* _What you need to do_
Whenever a line in this data holds the word "bottom", report that line in full.

* _The data_
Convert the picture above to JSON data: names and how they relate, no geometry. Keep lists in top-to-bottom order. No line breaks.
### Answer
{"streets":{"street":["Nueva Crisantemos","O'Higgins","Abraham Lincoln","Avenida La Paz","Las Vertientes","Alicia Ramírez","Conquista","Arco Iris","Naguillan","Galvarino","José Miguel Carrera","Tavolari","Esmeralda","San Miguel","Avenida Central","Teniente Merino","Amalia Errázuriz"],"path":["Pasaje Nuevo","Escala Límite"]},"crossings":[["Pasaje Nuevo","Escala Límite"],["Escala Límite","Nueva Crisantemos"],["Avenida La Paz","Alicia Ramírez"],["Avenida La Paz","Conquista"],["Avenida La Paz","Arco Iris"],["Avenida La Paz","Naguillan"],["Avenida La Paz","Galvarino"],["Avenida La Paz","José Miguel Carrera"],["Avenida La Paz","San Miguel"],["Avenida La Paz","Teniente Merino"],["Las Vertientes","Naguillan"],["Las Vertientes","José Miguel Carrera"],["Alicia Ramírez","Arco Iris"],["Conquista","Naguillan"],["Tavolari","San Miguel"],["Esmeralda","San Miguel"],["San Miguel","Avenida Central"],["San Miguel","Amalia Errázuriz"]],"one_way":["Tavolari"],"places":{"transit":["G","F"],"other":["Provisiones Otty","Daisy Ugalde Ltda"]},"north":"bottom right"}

* _Answer section_
Convert the picture above to JSON data: names and how they relate, no geometry. Keep lists in top-to-bottom order. No line breaks.
{"streets":{"street":["Nueva Crisantemos","O'Higgins","Abraham Lincoln","Avenida La Paz","Las Vertientes","Alicia Ramírez","Conquista","Arco Iris","Naguillan","Galvarino","José Miguel Carrera","Tavolari","Esmeralda","San Miguel","Avenida Central","Teniente Merino","Amalia Errázuriz"],"path":["Pasaje Nuevo","Escala Límite"]},"crossings":[["Pasaje Nuevo","Escala Límite"],["Escala Límite","Nueva Crisantemos"],["Avenida La Paz","Alicia Ramírez"],["Avenida La Paz","Conquista"],["Avenida La Paz","Arco Iris"],["Avenida La Paz","Naguillan"],["Avenida La Paz","Galvarino"],["Avenida La Paz","José Miguel Carrera"],["Avenida La Paz","San Miguel"],["Avenida La Paz","Teniente Merino"],["Las Vertientes","Naguillan"],["Las Vertientes","José Miguel Carrera"],["Alicia Ramírez","Arco Iris"],["Conquista","Naguillan"],["Tavolari","San Miguel"],["Esmeralda","San Miguel"],["San Miguel","Avenida Central"],["San Miguel","Amalia Errázuriz"]],"one_way":["Tavolari"],"places":{"transit":["G","F"],"other":["Provisiones Otty","Daisy Ugalde Ltda"]},"north":"bottom right"}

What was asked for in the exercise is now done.